■ What the exercise asks
If a line in the data below contains the word "white", copy it out.

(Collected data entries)

┏━━

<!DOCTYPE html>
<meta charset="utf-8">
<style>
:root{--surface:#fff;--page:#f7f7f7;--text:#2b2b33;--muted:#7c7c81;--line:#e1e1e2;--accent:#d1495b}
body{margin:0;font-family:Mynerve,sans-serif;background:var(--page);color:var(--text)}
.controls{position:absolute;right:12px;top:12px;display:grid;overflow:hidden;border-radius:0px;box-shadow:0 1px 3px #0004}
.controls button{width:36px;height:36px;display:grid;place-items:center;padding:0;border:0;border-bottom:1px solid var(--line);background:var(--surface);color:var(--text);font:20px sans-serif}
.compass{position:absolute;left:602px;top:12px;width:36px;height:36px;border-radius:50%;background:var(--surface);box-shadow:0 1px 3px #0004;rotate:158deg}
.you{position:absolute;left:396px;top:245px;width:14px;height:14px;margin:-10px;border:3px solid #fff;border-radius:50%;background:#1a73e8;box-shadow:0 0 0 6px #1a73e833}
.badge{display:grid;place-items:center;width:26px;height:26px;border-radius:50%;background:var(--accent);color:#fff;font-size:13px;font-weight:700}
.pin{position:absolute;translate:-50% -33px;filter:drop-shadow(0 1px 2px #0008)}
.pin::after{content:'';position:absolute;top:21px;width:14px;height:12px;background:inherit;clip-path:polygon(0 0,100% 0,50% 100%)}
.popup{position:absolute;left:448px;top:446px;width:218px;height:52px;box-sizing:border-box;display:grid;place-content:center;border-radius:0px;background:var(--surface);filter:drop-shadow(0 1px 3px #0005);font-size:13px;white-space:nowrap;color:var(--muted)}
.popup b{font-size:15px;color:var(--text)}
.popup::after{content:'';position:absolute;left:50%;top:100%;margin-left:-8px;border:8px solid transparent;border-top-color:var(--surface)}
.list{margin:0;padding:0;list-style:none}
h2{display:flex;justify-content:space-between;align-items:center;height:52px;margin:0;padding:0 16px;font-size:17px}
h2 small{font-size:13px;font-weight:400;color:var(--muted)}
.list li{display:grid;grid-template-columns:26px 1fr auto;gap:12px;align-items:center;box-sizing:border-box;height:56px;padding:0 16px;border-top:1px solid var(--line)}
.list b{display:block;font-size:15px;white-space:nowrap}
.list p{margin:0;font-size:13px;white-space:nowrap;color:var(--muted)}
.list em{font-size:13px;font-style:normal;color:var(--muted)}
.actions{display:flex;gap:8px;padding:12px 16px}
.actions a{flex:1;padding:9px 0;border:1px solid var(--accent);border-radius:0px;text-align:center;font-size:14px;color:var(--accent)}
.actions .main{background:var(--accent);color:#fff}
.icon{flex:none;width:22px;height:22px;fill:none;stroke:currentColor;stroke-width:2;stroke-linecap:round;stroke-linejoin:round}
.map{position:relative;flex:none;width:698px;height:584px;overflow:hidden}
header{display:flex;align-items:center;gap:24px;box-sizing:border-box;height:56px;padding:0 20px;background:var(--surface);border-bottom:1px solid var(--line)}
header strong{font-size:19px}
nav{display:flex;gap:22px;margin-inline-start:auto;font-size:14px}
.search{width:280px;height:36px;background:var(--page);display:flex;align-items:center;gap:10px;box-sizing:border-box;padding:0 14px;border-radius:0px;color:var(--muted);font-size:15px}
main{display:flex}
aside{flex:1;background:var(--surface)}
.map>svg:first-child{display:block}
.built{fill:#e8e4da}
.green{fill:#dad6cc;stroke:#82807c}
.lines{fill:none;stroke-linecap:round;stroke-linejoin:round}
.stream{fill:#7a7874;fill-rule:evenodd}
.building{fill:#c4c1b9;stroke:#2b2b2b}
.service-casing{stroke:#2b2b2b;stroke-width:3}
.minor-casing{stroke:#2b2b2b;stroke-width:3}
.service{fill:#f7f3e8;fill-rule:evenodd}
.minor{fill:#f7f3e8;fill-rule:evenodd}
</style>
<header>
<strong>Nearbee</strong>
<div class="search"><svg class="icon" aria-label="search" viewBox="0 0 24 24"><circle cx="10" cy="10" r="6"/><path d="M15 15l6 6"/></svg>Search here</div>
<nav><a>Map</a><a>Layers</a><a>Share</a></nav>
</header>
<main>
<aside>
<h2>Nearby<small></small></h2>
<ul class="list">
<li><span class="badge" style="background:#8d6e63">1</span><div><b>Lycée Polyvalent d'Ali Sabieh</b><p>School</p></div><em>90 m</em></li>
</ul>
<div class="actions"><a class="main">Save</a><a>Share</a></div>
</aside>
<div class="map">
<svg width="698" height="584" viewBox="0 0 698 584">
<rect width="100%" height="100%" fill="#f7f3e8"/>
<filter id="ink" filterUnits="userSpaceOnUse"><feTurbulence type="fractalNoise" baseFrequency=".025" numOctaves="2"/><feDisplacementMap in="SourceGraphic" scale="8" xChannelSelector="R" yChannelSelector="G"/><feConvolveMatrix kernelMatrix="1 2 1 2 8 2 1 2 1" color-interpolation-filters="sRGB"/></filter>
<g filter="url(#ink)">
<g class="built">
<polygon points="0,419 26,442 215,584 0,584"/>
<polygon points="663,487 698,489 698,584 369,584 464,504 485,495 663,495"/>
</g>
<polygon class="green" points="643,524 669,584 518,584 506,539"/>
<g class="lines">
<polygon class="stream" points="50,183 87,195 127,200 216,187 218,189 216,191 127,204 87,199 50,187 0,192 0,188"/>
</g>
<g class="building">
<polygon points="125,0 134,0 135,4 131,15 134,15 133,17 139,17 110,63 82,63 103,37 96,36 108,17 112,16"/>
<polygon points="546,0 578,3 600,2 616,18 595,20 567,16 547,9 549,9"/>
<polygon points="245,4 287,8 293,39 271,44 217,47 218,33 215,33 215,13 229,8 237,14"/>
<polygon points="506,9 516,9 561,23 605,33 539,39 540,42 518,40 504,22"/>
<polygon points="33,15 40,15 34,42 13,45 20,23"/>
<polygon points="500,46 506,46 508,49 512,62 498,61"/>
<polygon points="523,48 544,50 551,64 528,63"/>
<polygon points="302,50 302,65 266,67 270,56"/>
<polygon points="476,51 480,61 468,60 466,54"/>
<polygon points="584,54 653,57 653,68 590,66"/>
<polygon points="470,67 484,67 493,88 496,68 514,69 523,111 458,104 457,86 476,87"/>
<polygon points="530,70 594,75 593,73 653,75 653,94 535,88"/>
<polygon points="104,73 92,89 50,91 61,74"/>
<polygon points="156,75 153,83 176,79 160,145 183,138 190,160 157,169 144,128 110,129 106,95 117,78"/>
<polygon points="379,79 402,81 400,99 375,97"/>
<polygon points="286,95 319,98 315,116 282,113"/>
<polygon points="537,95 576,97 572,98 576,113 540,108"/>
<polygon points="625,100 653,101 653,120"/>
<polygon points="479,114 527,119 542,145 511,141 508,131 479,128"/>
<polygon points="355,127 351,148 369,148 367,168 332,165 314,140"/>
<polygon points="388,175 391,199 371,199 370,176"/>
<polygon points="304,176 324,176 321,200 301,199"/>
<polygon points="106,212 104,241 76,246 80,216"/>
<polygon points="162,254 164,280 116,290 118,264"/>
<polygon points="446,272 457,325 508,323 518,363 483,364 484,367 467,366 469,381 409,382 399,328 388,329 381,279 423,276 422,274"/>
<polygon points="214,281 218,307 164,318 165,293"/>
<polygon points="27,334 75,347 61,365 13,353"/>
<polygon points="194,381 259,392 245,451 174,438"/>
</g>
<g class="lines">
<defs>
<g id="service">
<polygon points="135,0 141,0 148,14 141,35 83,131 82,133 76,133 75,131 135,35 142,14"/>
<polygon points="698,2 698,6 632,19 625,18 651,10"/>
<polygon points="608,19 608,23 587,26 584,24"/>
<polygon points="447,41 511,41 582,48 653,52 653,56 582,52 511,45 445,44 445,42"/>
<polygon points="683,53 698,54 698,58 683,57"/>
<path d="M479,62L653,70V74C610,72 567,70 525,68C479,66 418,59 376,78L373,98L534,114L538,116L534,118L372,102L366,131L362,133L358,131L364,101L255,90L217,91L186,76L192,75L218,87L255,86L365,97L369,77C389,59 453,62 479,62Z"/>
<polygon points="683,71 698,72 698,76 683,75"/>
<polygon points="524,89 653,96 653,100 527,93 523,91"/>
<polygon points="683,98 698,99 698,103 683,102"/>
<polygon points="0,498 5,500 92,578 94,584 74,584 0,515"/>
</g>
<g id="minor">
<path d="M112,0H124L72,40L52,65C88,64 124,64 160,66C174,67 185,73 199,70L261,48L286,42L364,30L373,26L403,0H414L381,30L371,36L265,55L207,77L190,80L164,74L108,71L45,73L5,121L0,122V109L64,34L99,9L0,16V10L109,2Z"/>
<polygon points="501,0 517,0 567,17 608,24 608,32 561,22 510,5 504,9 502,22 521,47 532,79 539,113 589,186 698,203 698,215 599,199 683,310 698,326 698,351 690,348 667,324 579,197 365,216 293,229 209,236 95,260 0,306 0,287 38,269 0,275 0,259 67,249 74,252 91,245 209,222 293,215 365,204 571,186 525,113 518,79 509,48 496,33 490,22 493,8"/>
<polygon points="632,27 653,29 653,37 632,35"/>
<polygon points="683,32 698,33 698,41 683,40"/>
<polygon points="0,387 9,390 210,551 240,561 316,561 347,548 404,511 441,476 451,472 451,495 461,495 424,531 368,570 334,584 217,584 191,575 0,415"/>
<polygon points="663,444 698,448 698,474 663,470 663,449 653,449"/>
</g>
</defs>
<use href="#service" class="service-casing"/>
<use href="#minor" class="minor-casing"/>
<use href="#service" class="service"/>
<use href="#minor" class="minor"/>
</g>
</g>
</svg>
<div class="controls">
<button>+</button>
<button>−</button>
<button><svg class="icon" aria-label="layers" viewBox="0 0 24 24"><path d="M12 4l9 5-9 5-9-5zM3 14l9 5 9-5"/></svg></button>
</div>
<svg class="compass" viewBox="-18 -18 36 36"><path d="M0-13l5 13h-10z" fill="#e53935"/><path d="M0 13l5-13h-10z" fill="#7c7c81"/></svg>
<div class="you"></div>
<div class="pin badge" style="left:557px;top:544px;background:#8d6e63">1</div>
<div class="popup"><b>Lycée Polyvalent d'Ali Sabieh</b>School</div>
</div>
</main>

┗━━

■ Task solution
.popup{position:absolute;left:448px;top:446px;width:218px;height:52px;box-sizing:border-box;display:grid;place-content:center;border-radius:0px;background:var(--surface);filter:drop-shadow(0 1px 3px #0005);font-size:13px;white-space:nowrap;color:var(--muted)}
.list b{display:block;font-size:15px;white-space:nowrap}
.list p{margin:0;font-size:13px;white-space:nowrap;color:var(--muted)}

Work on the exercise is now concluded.